We have to find the definite integral for y = x + 1/x between x=1 and x=3.

Now y = x + 1/x

The integral of this is Int [x + 1/x]

=> Int [x] + Int [1/x]

=> x^2 / 2 + ln x + C

For x = 3, x^2 / 2 + ln x + C = 9/2 + ln 3 + C

For x = 1, x^2 / 2 + ln x + C = 1/2 + ln 1 + C

Subtracting what we have found above, the definite integral of y = x + 1/x, between x = 1 and x = 3 is

9/2 + ln 3 + C - 1/2 - ln 1 - C

=> 8/2 + ln 3 - 0

=> 4 + ln 3.

**The required result is 4 + ln 3.**

The definite integral is calculated using Leibniz-Newton formula.

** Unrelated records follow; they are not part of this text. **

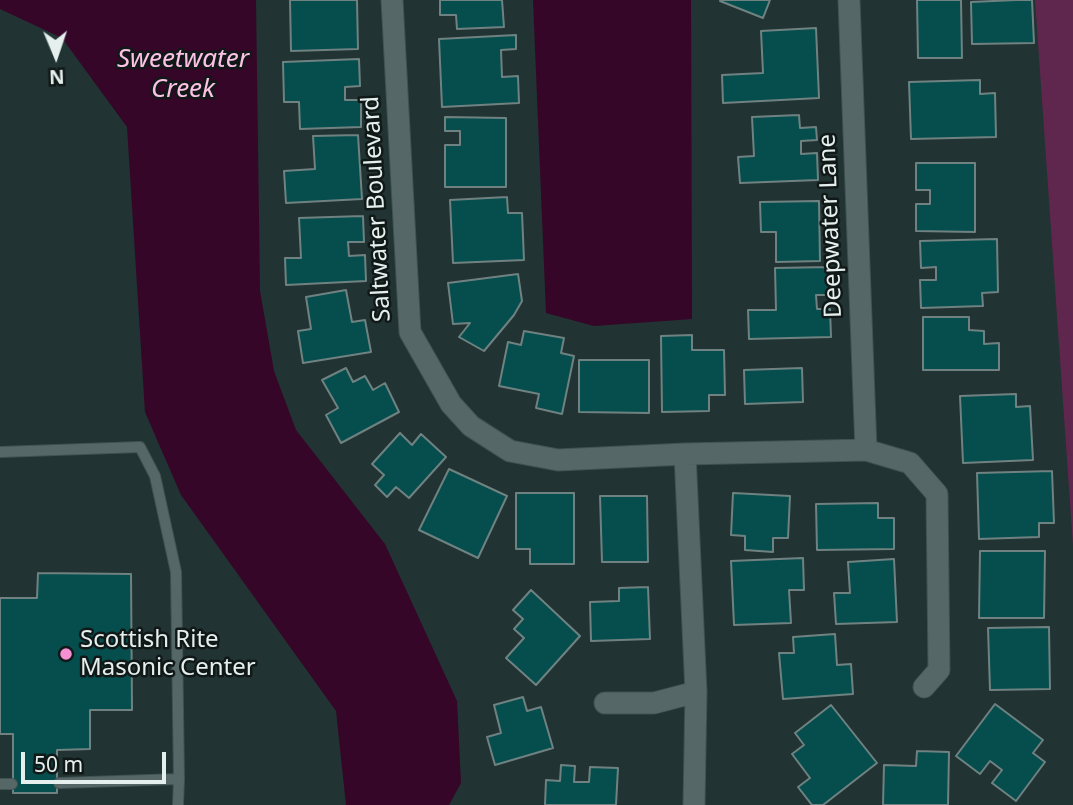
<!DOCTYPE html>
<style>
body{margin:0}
#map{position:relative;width:1073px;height:805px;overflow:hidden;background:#213332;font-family:"Noto Sans",sans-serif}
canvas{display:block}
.north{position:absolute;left:21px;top:21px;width:70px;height:70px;-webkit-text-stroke:5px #111918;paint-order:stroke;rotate:178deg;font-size:19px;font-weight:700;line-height:28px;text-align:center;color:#e4efee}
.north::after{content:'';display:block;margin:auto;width:24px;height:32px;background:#e4efee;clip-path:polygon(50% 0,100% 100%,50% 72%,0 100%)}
.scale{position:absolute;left:21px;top:752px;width:145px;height:32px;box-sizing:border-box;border:4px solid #e4efee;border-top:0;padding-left:9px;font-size:21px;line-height:24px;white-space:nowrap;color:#e4efee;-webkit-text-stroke:5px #111918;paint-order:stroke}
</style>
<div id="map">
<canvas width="1073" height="805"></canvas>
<div class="north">N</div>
<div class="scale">50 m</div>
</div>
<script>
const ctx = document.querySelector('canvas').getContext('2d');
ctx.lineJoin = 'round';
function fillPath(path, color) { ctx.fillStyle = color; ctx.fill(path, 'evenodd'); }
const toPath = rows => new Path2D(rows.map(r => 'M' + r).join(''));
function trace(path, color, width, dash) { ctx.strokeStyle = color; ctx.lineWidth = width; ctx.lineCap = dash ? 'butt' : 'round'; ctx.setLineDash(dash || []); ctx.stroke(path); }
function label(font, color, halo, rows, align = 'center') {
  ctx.font = font + ' "Noto Sans",sans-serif'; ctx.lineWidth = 5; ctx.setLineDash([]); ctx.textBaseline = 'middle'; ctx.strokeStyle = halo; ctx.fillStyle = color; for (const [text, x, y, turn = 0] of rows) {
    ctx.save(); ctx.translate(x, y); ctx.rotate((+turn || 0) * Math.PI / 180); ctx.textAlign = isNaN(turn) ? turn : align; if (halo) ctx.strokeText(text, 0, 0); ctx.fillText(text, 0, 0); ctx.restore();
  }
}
fillPath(toPath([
 [1035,0,1073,0,1073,546]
]), '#5f274d');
fillPath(toPath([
 [0,0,256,0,260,291,274,371,296,430,385,544,457,701,461,783,449,805,346,805,336,711,181,495,145,412,127,127,62,38,0,9],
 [533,0,691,0,692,319,594,326,546,313]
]), '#350628');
const building = toPath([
 [290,0,357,0,358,49,291,51,290,0],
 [440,0,502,0,504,27,457,29,456,15,440,15,440,0],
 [721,0,770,0,763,18,720,1,721,0],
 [917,0,961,0,962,58,918,58,917,0],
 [1016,0,1032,0,1034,43,972,44,971,2,1016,0],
 [816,28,819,98,723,103,722,75,763,73,761,31,816,28],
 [516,35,516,49,501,50,502,77,518,76,519,103,442,107,439,39,516,35],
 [359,59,360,86,345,87,345,100,361,100,361,127,300,129,299,102,284,102,283,62,359,59],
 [980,80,980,94,995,93,996,137,911,139,909,82,980,80],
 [799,115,800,128,816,127,817,140,801,141,801,154,817,153,818,180,740,183,738,157,754,156,752,117,799,115],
 [445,117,506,118,506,187,445,187,445,145,460,145,460,131,445,131,445,117],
 [358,135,362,199,286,203,284,171,315,169,313,136,358,135],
 [916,163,975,163,975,232,916,231,916,204,930,204,930,190,916,190,916,163],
 [507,197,508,213,522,213,524,260,453,263,450,200,507,197],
 [819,201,820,261,776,262,776,232,761,232,760,202,819,201],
 [363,216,364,242,348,242,349,256,365,255,366,281,286,285,285,258,301,258,299,218,363,216],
 [997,239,998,292,982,293,983,306,921,308,920,280,936,280,936,267,921,268,920,241,997,239],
 [829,267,830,295,816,295,817,309,830,309,831,337,749,339,748,310,776,310,775,268,829,267],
 [518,274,522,301,514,315,484,351,459,337,470,323,453,324,448,283,518,274],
 [346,290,352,322,365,320,371,352,303,363,298,331,311,329,306,297,346,290],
 [923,317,969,317,969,330,984,331,984,344,999,343,999,370,923,370,923,317],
 [524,331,564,338,561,353,574,356,562,414,536,408,539,394,499,386,508,342,521,345,524,331],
 [692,335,692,350,724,350,725,395,709,395,709,411,662,412,661,336,692,335],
 [579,360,649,360,649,413,579,412,579,360],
 [346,368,353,382,365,376,373,390,385,383,399,412,341,443,326,415,338,408,322,380,346,368],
 [802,368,803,402,745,404,744,370,802,368],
 [1016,394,1016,407,1030,406,1033,460,963,463,960,396,1016,394],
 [400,433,412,445,421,434,446,457,409,498,396,487,387,497,375,485,384,475,372,464,400,433],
 [449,469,507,496,478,558,419,530,449,469],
 [1052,471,1054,523,1039,523,1039,537,979,539,977,473,1052,471],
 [516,493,574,493,574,564,530,564,530,549,516,549,516,493],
 [733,493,790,496,788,538,773,538,773,552,745,550,745,536,731,535,733,493],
 [600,496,647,496,648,562,602,562,600,496],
 [878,503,878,518,894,518,894,549,817,550,816,504,878,503],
 [980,551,1045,551,1044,618,979,618,980,551],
 [803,558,804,590,789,590,791,623,734,625,731,561,803,558],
 [894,559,897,622,836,624,834,593,850,593,848,562,894,559],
 [38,573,131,574,132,710,90,710,90,749,57,750,57,793,13,793,13,734,0,734,0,598,37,598,38,573],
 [648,587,650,639,591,641,590,602,619,601,619,588,648,587],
 [531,590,580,636,536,685,506,658,524,638,514,629,523,619,513,610,531,590],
 [1049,627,1050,689,990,690,988,628,1049,627],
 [835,634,837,665,851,664,853,694,783,699,779,653,794,653,793,637,835,634],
 [523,697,527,711,541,707,553,748,495,765,487,737,501,733,494,705,523,697],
 [995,704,1043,740,1033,753,1045,762,1016,801,992,783,1002,770,990,761,980,774,956,756,995,704],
 [831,705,877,763,823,805,812,805,798,787,810,778,792,754,804,745,795,733,831,705],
 [917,751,949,752,948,805,883,805,884,765,916,766,917,751],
 [561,765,575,766,574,782,589,782,590,767,618,768,616,805,545,805,546,780,560,781,561,765]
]);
fillPath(building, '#054e4d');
trace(building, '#6f8281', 2);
const lane = toPath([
 [0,452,140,447,155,476,176,572,179,779,178,805],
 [59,783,179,779],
 [0,784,12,784]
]);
const street = toPath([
 [392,0,410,332,451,404,471,426,510,451,558,460,685,454,866,450,910,463,937,494,939,670,924,687],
 [849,0,866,450],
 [685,454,696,692,694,805],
 [605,703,654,703,696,692]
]);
trace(lane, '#425151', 12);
trace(street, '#425151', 23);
trace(lane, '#556867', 10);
trace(street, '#556867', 21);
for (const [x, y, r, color] of [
 [66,654,7,"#f591d2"]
]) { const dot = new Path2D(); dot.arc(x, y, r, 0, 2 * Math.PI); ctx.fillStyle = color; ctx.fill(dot); trace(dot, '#111918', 2.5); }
label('24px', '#e4efee', '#111918', [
 ["Saltwater Boulevard",377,209,-93],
 ["Deepwater Lane",831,226,-92]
]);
label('24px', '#e4efee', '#111918', [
 ["Scottish Rite",80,640],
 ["Masonic Center",80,668]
], 'left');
label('italic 26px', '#fdc1e6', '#111918', [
 ["Sweetwater",183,60],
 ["Creek",183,90]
]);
</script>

Int (x + 1/x)dx = F(b) - F(a), where a = 1 and b = 3

First, we'll determine the result of the indefinite integral:

Int (x + 1/x)dx

We'll use the additive property of integrals:

Int (x + 1/x)dx = Int xdx + Int dx/x

Int (x + 1/x)dx = x^2/2 + ln x + C

The resulted expression is F(x).

Now, we'll determine F(b) = F(3) and F(a) = F(1):

F(3) = 3^2/2 + ln 3

F(3) = 9/2 + ln 3

F(1) = 1/2 + ln 1

F(1) = 1/2 + 0

F(1) = 1/2

We'll determine the definite integral:

Int (x + 1/x)dx = F(3) - F(1)

Int (x + 1/x)dx = 9/2 + ln 3 - 1/2

We'll combine like terms:

**Int (x + 1/x)dx = 4 + ln 3**